**Work required**.
Examine the material below. Gather every line in which the string "limit" appears.

##### Given records #####

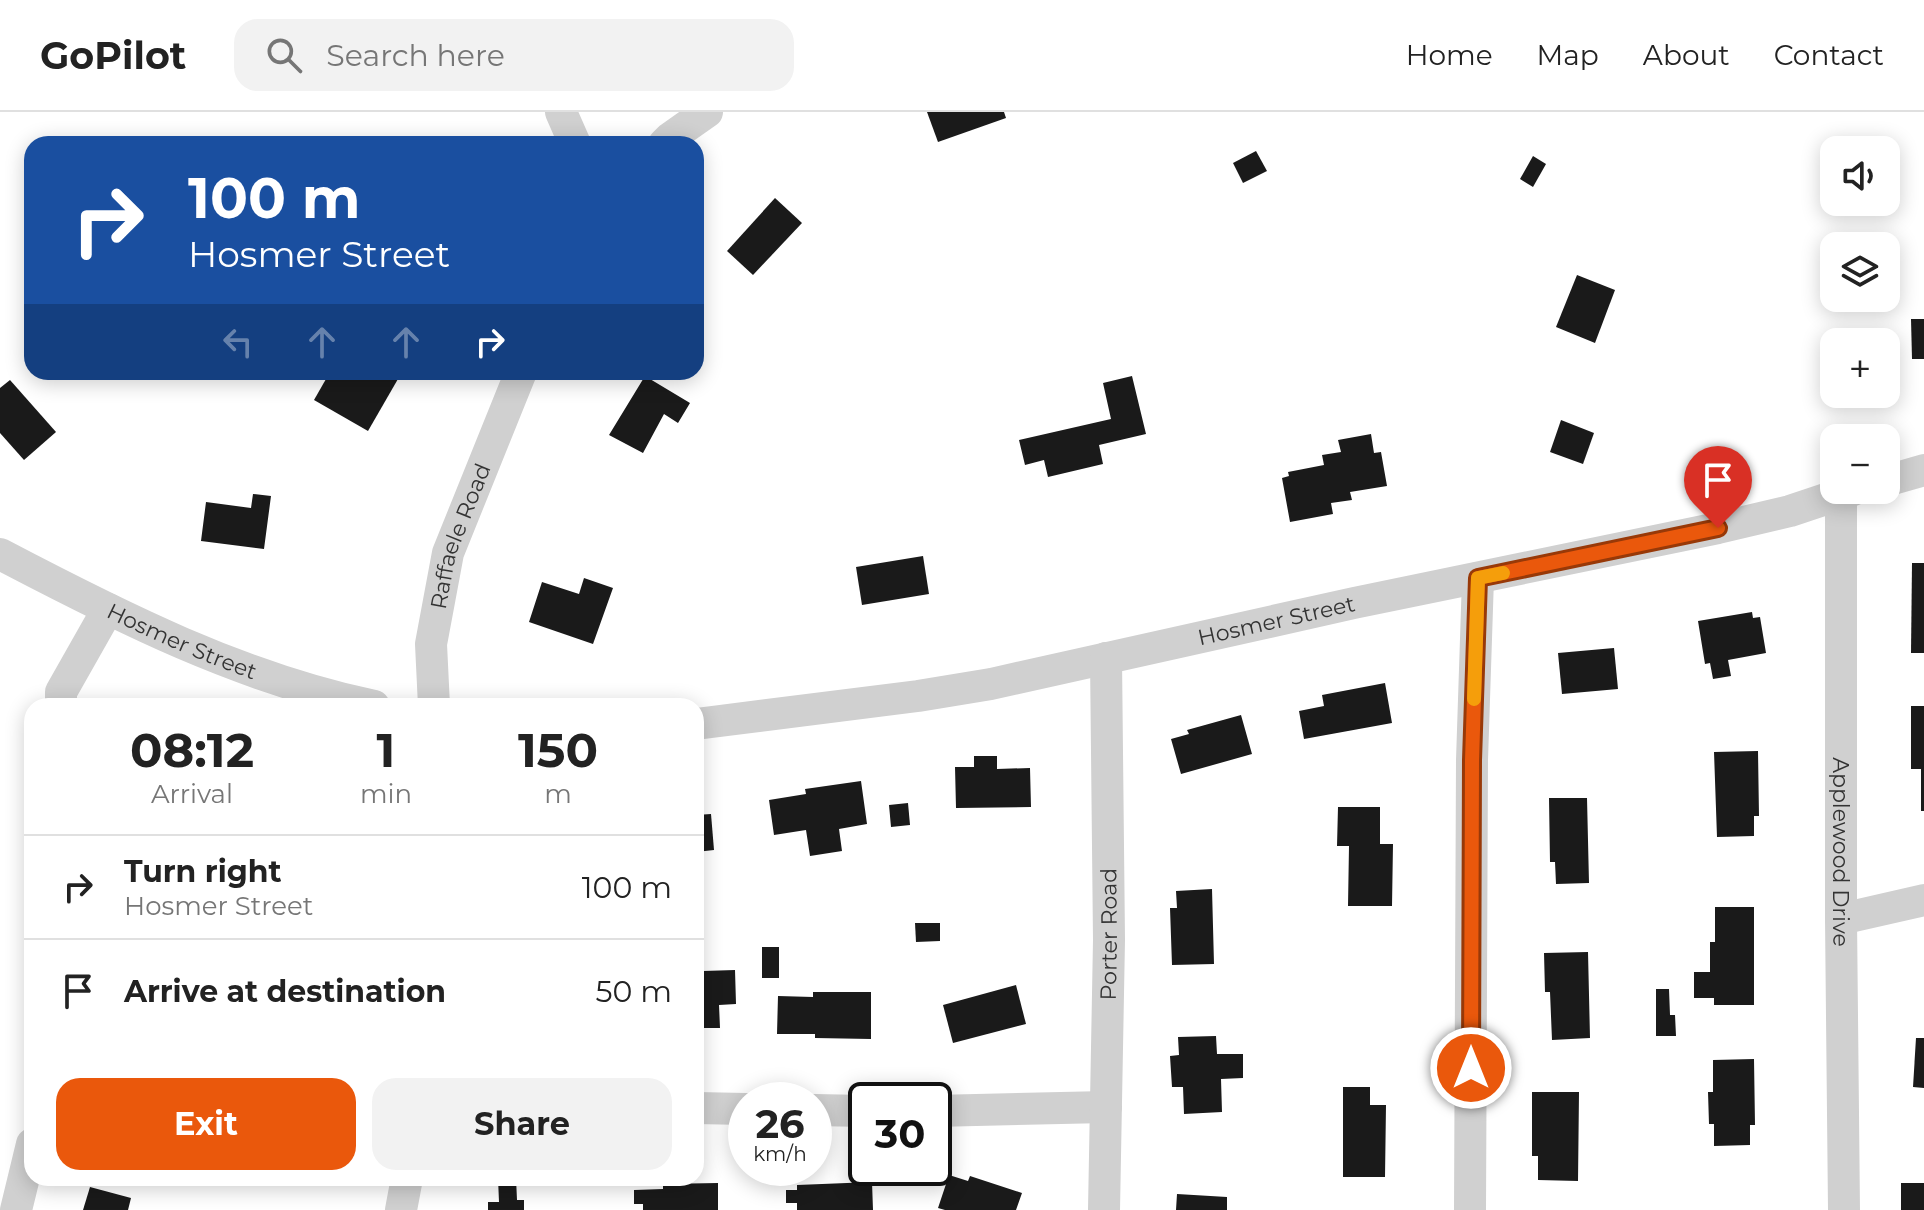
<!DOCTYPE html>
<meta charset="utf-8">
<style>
body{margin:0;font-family:Montserrat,sans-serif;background:#f2f2f2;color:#222;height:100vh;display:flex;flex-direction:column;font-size:30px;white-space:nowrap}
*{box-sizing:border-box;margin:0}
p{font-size:26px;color:#767676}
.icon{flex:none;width:44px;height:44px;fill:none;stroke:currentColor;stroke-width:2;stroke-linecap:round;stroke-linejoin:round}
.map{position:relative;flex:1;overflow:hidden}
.drawer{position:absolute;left:24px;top:586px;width:680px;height:488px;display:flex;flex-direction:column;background:#fff;border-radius:24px;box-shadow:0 4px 20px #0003}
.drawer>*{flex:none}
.hud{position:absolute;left:24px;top:24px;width:680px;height:244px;border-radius:24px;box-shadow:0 4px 20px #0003;background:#1a4fa0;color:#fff;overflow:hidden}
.tools{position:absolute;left:1820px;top:24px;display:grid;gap:16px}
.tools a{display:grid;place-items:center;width:80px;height:80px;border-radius:16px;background:#fff;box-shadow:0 4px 20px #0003;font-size:40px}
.speed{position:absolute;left:728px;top:970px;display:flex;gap:16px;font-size:40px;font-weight:700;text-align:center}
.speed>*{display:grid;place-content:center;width:104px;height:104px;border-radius:50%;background:#fff;box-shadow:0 4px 20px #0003;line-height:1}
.speed small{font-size:20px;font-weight:400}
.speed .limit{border:4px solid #111;border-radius:12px;background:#fff;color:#111}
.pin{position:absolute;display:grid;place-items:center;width:68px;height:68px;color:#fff;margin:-82px -34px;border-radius:50% 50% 50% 0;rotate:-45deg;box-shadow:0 0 8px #0007}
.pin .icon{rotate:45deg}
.me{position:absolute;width:88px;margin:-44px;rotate:0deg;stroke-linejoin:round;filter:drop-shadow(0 0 6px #0008)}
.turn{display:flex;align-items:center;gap:28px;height:168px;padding:0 32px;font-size:36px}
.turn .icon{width:104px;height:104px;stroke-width:2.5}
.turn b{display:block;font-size:56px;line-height:68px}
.lanes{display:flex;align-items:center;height:76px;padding:0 32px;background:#0003;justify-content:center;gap:40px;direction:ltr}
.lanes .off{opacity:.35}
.eta{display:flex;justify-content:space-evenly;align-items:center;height:136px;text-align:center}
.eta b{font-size:48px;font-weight:700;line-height:56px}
.action{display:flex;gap:16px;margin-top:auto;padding:16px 32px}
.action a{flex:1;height:92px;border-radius:24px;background:#ea580c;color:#fff;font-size:32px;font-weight:700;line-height:92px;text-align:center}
.action a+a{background:#f2f2f2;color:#222}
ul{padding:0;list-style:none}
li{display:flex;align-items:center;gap:24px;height:104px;padding:0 32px;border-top:2px solid #e0e0e0}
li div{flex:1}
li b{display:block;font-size:30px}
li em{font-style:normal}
header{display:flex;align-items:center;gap:48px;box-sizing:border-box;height:112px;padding:0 40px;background:#fff;border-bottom:2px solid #e0e0e0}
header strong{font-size:38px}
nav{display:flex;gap:44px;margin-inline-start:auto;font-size:28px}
.search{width:560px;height:72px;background:#f2f2f2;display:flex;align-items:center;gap:20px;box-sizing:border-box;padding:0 28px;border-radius:24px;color:#767676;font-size:30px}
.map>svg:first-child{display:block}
</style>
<header>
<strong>GoPilot</strong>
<div class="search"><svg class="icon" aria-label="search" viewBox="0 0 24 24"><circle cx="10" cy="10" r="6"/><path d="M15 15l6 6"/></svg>Search here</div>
<nav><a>Home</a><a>Map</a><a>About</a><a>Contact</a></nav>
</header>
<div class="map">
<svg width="1924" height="1098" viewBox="0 0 1924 1098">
<rect width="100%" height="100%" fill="#fff"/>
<g fill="#1a1a1a">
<polygon points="927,0 1004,0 1006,6 938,30"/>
<polygon points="1256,39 1267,59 1243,71 1233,51"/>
<polygon points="1533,44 1546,52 1533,75 1520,67"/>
<polygon points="775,86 802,111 753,163 727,139"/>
<polygon points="1577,163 1615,178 1595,231 1556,215"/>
<polygon points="1911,207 1924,207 1924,247 1912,247"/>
<polygon points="330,260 402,260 368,319 314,288"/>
<polygon points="645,264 690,291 678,311 664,302 643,341 609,323"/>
<polygon points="1132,264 1146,322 1099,333 1103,352 1048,365 1044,348 1025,353 1019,328 1111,307 1103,271"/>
<polygon points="10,268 56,320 24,348 0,321 0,276"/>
<polygon points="1561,308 1594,321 1583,352 1550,340"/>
<polygon points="1371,322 1374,341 1381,340 1387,374 1350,380 1352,388 1331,391 1333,402 1290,410 1282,366 1289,364 1288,360 1324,353 1322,343 1341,340 1338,328"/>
<polygon points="253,382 271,384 264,437 201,429 206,390 251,396"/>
<polygon points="923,444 929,482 862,493 856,455"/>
<polygon points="1912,451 1924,451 1924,541 1911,541"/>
<polygon points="584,466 613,476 593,532 529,510 542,470 579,482"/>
<polygon points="1752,500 1753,506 1760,505 1766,541 1728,548 1731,564 1713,567 1710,551 1705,552 1698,509"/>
<polygon points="1614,536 1618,577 1562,582 1558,541"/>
<polygon points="1385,571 1392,611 1304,627 1299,599 1324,594 1322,583"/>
<polygon points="1911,594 1924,594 1924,699 1921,699 1921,657 1911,657"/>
<polygon points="1241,603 1252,642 1181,662 1171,627 1189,622 1187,618"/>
<polygon points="1758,639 1759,704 1754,704 1754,724 1717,725 1714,640"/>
<polygon points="974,644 997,644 997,657 1030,656 1031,695 956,696 955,655 974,655"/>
<polygon points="861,669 867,712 839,717 842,739 810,744 806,718 774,723 769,688 806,682 805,677"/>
<polygon points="1549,686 1587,686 1589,771 1556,772 1555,750 1550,750"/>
<polygon points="908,691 910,713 891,715 889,693"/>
<polygon points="1338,695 1380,695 1380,732 1393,732 1392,794 1348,794 1349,734 1337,734"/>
<polygon points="711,702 714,738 696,740 696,703"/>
<polygon points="1212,777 1214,852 1172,853 1170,796 1177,796 1176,779"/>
<polygon points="1715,795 1754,795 1754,893 1714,893 1714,886 1694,886 1694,860 1710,860 1710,830 1715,830"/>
<polygon points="915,811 940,811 940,829 916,830"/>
<rect x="762" y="835" width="17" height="31"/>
<polygon points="1588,840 1590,926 1552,928 1550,880 1545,880 1544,841"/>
<polygon points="735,858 736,892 719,893 720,916 696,916 696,870 703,870 703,859"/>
<polygon points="1016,873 1026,912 953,931 943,893"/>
<polygon points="1656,877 1669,877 1670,903 1675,903 1676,924 1656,924"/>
<polygon points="813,880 871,880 871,927 815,926 815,922 777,922 778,884 813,885"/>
<polygon points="1216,924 1217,942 1243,942 1243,966 1221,967 1222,1000 1184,1002 1183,975 1172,975 1170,944 1179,943 1178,925"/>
<polygon points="1916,926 1924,926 1924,976 1913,975"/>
<polygon points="1754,947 1755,1013 1750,1013 1750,1033 1714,1034 1714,1012 1709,1012 1708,980 1713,980 1713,948"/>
<polygon points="1343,975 1370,975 1370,993 1386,993 1385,1065 1343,1065"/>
<polygon points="1532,980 1579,980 1578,1069 1538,1068 1538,1044 1532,1044"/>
<polygon points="949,1063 968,1069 970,1064 1022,1081 1016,1098 945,1098 938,1096"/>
<polygon points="498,1066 516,1066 517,1088 524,1088 524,1098 488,1098 488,1090 499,1090"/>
<polygon points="872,1070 873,1098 797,1098 797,1091 786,1091 786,1078 797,1078 797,1073"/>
<polygon points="718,1071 718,1098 643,1098 643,1092 634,1092 634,1078 663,1077 663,1072"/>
<rect x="1901" y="1071" width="23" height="27"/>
<polygon points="90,1075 131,1086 128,1098 83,1098"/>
<polygon points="1177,1082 1227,1085 1227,1098 1176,1098"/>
</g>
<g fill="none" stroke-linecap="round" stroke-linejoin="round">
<g stroke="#d0d0d0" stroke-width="32">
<polyline points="561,0 575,32"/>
<polyline points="664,32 670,26 707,0"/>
<polyline points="1886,369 1924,358"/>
<path id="s1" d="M1841,382v425l3,291"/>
<path id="s2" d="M0,442c120,63 241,124 374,152"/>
<polyline points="61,594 61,580 108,497"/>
<path id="s3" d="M434,594l-3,-62 17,-91 73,-181"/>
<path id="s4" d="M696,612l222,-28 73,-12 363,-81 364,-75 72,-17 63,-21"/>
<polyline points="1841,807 1924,788"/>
<polyline points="696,996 746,997"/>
<polyline points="814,998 866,999"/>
<polyline points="934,999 1106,995"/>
<polyline points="16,1098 32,1032"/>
<polyline points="401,1098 407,1066"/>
<path id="s5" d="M1104,1098l5,-270 -3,-282"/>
<polyline points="1470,1098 1472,648 1478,466"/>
</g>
</g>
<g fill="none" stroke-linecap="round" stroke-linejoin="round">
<g stroke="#983908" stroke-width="20">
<polyline id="route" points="1471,956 1472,648 1478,466 1718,416"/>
</g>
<use href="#route" stroke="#ea580c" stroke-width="14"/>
<polyline stroke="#f59e0b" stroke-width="14" points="1474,587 1478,466 1503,461"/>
</g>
<g text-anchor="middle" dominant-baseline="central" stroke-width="8" stroke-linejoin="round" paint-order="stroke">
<g font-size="22" fill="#333" stroke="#fff">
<text stroke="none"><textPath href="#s3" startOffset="174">Raffaele Road</textPath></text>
<text stroke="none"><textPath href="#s4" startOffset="590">Hosmer Street</textPath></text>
<text stroke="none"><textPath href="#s2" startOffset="202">Hosmer Street</textPath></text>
<text stroke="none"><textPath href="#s1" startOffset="358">Applewood Drive</textPath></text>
<text stroke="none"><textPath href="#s5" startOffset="276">Porter Road</textPath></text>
</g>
</g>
</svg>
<div class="tools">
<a><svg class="icon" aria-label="sound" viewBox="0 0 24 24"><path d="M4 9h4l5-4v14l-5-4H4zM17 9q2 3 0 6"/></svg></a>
<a><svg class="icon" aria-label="layers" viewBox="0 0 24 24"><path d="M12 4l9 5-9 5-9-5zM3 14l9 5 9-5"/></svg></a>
<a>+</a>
<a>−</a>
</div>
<div class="speed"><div>26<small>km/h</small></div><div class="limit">30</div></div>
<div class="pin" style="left:1718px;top:416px;background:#d93025"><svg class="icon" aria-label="arrive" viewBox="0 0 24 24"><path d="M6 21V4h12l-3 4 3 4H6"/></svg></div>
<svg class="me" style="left:1471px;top:956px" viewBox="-20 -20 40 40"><circle r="17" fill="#ea580c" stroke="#fff" stroke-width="3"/><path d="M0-11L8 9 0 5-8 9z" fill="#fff"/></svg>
<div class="hud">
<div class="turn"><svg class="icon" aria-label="right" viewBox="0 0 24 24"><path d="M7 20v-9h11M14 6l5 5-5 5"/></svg><div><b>100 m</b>Hosmer Street</div></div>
<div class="lanes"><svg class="icon off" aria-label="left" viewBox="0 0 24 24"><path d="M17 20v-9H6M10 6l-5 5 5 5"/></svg><svg class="icon off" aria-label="ahead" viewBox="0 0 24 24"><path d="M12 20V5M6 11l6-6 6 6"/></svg><svg class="icon off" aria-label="ahead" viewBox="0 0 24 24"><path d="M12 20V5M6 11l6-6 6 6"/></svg><svg class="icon" aria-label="right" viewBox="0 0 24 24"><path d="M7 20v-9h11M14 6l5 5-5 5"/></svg></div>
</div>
<section class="drawer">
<div class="eta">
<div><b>08:12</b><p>Arrival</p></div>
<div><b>1</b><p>min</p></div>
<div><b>150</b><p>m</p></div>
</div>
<ul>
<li><svg class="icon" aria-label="right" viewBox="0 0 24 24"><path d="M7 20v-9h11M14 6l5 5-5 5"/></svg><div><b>Turn right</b><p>Hosmer Street</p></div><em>100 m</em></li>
<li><svg class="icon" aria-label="arrive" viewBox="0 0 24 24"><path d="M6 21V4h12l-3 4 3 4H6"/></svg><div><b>Arrive at destination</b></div><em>50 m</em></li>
</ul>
<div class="action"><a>Exit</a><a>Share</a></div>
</section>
</div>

#####

**Answer to this problem**.
.speed .limit{border:4px solid #111;border-radius:12px;background:#fff;color:#111}
<div class="speed"><div>26<small>km/h</small></div><div class="limit">30</div></div>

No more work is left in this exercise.